Six Sigma actually has several different facets to its meaning. First, if we look simply at the term Six Sigma, sigma represents standard deviation, which a universally accepted metric that allows us to calculate how much variability there is within a process. We then can use this information to determine if that process is able to stay within the established quality limits that have been set by our customer. Organizations use Six Sigma as a way to then measure the quality and performance of their processes. The sigma scale measures defects per million opportunities, or DPMO, and Six Sigma equates to 3.4 defects per million opportunities. Which is an extremely high level of quality.
In addition to being a metric, Six Sigma is also a five phase continuous improvement methodology. The methodology follows the Define, Measure, Analyze, Improve and Control or it's called by its acronym the DMAIC methodology. This methodology focuses on identifying improvement opportunities, analyzing current processes. And then finding different improvement solutions, implementing them, and then maintaining control of those improvements.

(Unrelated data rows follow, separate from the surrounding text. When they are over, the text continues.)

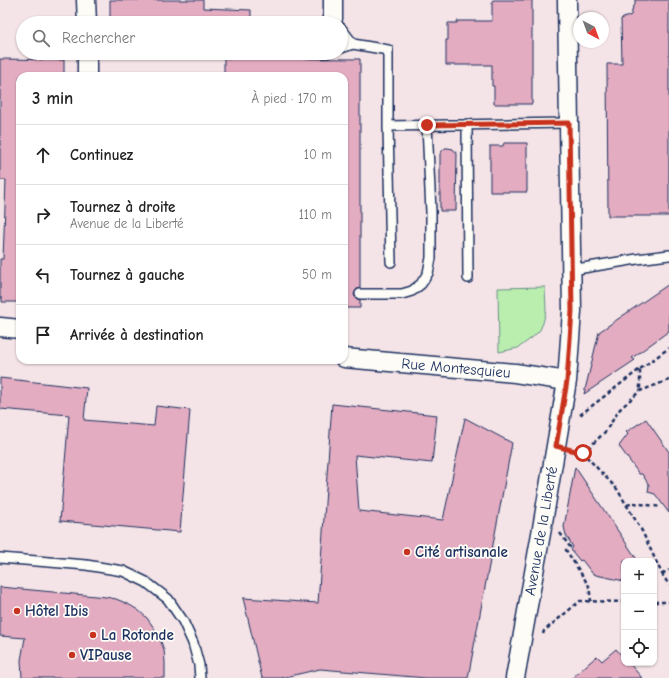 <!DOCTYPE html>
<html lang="fr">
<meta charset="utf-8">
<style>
body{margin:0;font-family:"Comic Neue",sans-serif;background:#f6f6f6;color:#222}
.controls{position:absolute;right:12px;bottom:12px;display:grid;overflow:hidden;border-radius:8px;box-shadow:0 1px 3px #0004}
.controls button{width:36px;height:36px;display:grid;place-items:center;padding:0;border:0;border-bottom:1px solid #e0e0e0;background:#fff;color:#222;font:20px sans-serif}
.compass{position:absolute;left:573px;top:12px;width:36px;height:36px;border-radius:50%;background:#fff;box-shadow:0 1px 3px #0004;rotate:139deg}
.stop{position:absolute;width:12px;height:12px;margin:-9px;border:3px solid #c8321e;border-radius:50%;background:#fff}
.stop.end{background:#c8321e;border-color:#fff;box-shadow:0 1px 4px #0008}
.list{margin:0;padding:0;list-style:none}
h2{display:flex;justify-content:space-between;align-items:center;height:52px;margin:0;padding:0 16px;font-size:17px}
h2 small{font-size:13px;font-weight:400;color:#767676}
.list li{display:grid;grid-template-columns:26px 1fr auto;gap:12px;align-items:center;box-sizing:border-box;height:60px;padding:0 16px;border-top:1px solid #e0e0e0}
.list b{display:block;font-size:15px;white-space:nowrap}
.list p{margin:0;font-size:13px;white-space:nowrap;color:#767676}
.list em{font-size:13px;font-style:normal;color:#767676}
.icon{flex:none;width:22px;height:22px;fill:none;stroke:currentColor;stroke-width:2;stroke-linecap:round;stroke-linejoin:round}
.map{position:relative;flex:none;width:669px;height:678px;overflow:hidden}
.search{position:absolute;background:#fff;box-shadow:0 1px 3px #0004;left:16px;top:16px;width:332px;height:44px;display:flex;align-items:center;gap:10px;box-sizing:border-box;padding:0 14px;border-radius:22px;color:#767676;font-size:15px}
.panel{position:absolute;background:#fff;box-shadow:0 1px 3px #0004;left:16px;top:72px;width:332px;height:292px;border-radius:12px}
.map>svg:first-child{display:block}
.green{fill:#baeeaf;stroke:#6a8e86}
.building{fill:#e3acc1;stroke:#1b2f5e}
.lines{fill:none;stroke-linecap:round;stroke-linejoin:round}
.service-casing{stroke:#1b2f5e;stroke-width:12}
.minor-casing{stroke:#1b2f5e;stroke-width:21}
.path{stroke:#1b2f5e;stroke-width:2.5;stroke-dasharray:4 3;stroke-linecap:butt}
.service{stroke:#fdfcf7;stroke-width:9}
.minor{stroke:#fdfcf7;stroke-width:18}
.route{stroke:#c8321e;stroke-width:5}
.poi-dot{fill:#c8321e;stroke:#fdfcf7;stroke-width:1.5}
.labels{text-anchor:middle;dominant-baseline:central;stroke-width:3.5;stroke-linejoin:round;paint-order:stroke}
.street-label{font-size:15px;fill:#1b2f5e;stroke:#fdfcf7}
.poi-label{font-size:15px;font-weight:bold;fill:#1b2f5e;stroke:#fdfcf7;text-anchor:start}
</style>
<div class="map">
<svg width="669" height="678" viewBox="0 0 669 678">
<rect width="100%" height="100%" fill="#f5e4e7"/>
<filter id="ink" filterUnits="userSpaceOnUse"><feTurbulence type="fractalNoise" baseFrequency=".025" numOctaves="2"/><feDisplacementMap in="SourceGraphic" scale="8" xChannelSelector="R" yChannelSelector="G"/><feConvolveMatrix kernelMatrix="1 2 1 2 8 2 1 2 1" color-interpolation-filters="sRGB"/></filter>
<g filter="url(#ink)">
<path class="green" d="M545 287 546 311 543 323 540 330 533 337 518 348 499 352 498 288Z"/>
<path class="building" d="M110 0H203V8L251 10V23H110Z
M493 0H532V104H494V86H492V65H446V40H448V23H457V21H492V1Z
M635 0H669V216H608L607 64H622L621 19 631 15 633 7 635 5Z
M224 58 360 59V288L357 289 354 294 355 297 357 299 360 300V308H344V76H224Z
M0 59 64 60V76H20V302H2V298H0V259H3L6 180H0Z
M504 143H527V192H490V146H503Z
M445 148H448L453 149 457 154 456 211H440V154L442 151Z
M669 284V331L632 358 635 360 584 394 599 332Z
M0 378 87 388 84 420 154 426 156 406 190 410 180 532 60 521 69 415 0 409Z
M332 404 437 415 432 463 355 455 359 511 443 520 465 418 512 443 468 678H426L320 669 281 678H262L243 598 318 603Z
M646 419 669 452V513L655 494 648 492 649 485 642 474H639L619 446 628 434 626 432Z
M575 467 620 534 638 561H624V581L596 575 592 573 582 560 580 561 571 550 573 547 566 535 564 527Z
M0 587 106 597 116 599 128 604 138 610 147 618 154 628 160 639 164 650 165 662V678H22L21 660 25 638 0 636Z
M616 649 624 658V663H629L642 678H572L597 656 602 661Z"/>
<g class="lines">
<defs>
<path id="service" d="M341 28 353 44 388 50V126
M341 48 353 44
M305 53H326
M467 124 468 278
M391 262 388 126 569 123
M571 270 637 259 669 255
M360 294H402L412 291 421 284 428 273 431 258V212L427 125
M0 558 86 565 123 571 146 582 168 599 183 621 193 643 199 665 200 678"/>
<path id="minor" d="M86 0 87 23
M333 19V0
M87 53V76
M0 327 20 329
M344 358 515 373 567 381
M515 678 542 528 567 381 572 311 567 0"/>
</defs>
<use href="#service" class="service-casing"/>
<use href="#minor" class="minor-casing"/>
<path class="path" d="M640 369 669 348
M580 415 640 369V391
M574 451 583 453 617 489 642 531 662 574 669 585
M583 453 605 432 620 409 640 391 669 380
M627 505 634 503 661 507
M560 533 570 547 566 550 589 586 591 601
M662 574 669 570
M654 602H669
M543 634 544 631 580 601 624 602"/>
<use href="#service" class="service"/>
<use href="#minor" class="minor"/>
</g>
</g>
<g class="lines" filter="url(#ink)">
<path class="route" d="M427 125 569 123 572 311 567 381 556 446 583 453"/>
</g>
<g class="poi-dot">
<circle cx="407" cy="552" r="4"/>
<circle cx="17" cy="611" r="4"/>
<circle cx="93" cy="635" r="4"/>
<circle cx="72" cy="655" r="4"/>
</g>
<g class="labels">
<g class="street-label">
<text transform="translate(456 368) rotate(5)">Rue Montesquieu</text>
<text transform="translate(541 531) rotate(-80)">Avenue de la Liberté</text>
</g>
<g class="poi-label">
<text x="415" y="552">Cité artisanale</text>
<text x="25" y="611">Hôtel Ibis</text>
<text x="101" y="635">La Rotonde</text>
<text x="80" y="655">VIPause</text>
</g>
</g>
</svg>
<div class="controls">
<button>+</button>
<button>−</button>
<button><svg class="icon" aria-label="locate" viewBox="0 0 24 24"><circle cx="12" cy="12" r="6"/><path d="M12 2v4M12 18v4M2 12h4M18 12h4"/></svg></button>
</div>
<svg class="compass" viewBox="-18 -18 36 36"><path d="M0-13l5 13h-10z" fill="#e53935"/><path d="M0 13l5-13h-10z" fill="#767676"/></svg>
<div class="stop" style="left:583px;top:453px"></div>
<div class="stop end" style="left:427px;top:125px"></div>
<div class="search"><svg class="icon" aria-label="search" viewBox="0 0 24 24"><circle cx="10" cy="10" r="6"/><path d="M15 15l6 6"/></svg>Rechercher</div>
<section class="panel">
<h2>3 min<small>À pied · 170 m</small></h2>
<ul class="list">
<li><svg class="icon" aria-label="ahead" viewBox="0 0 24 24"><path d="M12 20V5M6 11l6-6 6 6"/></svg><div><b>Continuez</b></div><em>10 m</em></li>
<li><svg class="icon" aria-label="right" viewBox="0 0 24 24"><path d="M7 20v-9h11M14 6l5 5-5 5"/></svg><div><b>Tournez à droite</b><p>Avenue de la Liberté</p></div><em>110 m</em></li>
<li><svg class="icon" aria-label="left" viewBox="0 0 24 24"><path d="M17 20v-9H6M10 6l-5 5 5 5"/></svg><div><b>Tournez à gauche</b></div><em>50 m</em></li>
<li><svg class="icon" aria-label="arrive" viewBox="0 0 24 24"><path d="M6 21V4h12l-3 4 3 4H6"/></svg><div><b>Arrivée à destination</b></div></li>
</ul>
</section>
</div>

Finally, Six Sigma is also an organizational system that's used at a strategic level. Six Sigma is more than a set of metric based problem solving and process improvement methodologies. It's a continuous business improvement process that focuses on four key areas. Those are, understanding customer driven improvements, analyzing those current processes and services, aligning those processes to achieve those customers' requirements. And then finally, ensuring stability and sustainability of quality in the processes.
Six Sigma initiatives start with an organization deciding that they will need to change and improve. At this point, small improvement projects whether it's opportunities for improvement are identified and launched. These small initial projects are typically three to six months in duration. And they're often headed by a black belt. Although sometimes, Six Sigma green belts might need to implement smaller improvement projects. These projects go through the DMAIC stages, and their focus is on reducing cycle time, errors, cost, or improving a process in other ways.